Go through the material and pull out every line with the string "COOLIDGE" in it.

*** Opening PROVIDED RECORDS ***

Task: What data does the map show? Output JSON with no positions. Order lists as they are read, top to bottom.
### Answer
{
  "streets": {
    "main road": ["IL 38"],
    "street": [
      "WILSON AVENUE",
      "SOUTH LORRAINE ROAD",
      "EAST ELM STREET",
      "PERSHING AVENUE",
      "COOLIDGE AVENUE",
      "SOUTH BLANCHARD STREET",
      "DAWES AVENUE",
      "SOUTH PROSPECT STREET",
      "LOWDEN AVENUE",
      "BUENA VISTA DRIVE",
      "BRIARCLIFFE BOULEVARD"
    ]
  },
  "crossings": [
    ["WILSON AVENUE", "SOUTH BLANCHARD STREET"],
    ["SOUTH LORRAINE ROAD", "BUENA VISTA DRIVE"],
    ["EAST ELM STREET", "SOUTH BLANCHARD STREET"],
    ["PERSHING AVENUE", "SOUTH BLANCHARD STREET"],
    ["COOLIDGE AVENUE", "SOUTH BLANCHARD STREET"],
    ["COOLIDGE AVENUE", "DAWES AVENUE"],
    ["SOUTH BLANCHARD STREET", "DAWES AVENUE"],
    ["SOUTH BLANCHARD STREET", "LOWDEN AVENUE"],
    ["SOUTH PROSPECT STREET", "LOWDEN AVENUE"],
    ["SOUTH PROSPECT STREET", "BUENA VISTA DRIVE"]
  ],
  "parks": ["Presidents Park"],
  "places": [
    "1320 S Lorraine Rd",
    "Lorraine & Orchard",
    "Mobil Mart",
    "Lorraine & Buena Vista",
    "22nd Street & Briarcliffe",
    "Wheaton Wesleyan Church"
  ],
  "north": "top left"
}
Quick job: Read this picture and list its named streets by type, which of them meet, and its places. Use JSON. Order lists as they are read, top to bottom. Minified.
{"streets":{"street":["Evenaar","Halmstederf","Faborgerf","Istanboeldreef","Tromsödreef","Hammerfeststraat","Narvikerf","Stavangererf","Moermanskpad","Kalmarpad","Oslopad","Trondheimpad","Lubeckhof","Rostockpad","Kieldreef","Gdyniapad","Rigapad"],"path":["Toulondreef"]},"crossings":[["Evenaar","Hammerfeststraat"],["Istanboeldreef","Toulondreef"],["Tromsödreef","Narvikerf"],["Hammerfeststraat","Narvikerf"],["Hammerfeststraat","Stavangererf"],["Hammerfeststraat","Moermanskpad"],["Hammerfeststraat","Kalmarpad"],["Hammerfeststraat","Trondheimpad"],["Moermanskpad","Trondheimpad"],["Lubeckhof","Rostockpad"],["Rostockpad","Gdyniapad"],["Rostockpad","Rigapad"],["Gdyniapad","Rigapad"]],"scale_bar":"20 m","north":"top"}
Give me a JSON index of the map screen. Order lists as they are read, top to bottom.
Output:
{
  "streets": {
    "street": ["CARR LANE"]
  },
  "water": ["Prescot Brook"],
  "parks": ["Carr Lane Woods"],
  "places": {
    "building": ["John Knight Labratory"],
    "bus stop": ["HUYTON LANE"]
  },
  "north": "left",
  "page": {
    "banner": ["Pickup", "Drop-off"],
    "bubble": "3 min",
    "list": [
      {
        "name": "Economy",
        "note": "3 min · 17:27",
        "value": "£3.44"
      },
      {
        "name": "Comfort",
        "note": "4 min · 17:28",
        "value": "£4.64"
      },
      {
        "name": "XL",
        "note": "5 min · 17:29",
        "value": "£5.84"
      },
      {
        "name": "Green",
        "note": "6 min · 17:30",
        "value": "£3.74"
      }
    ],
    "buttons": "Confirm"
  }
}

*** Closing PROVIDED RECORDS ***

**SOLUTION**:
      "COOLIDGE AVENUE",
    ["COOLIDGE AVENUE", "SOUTH BLANCHARD STREET"],
    ["COOLIDGE AVENUE", "DAWES AVENUE"],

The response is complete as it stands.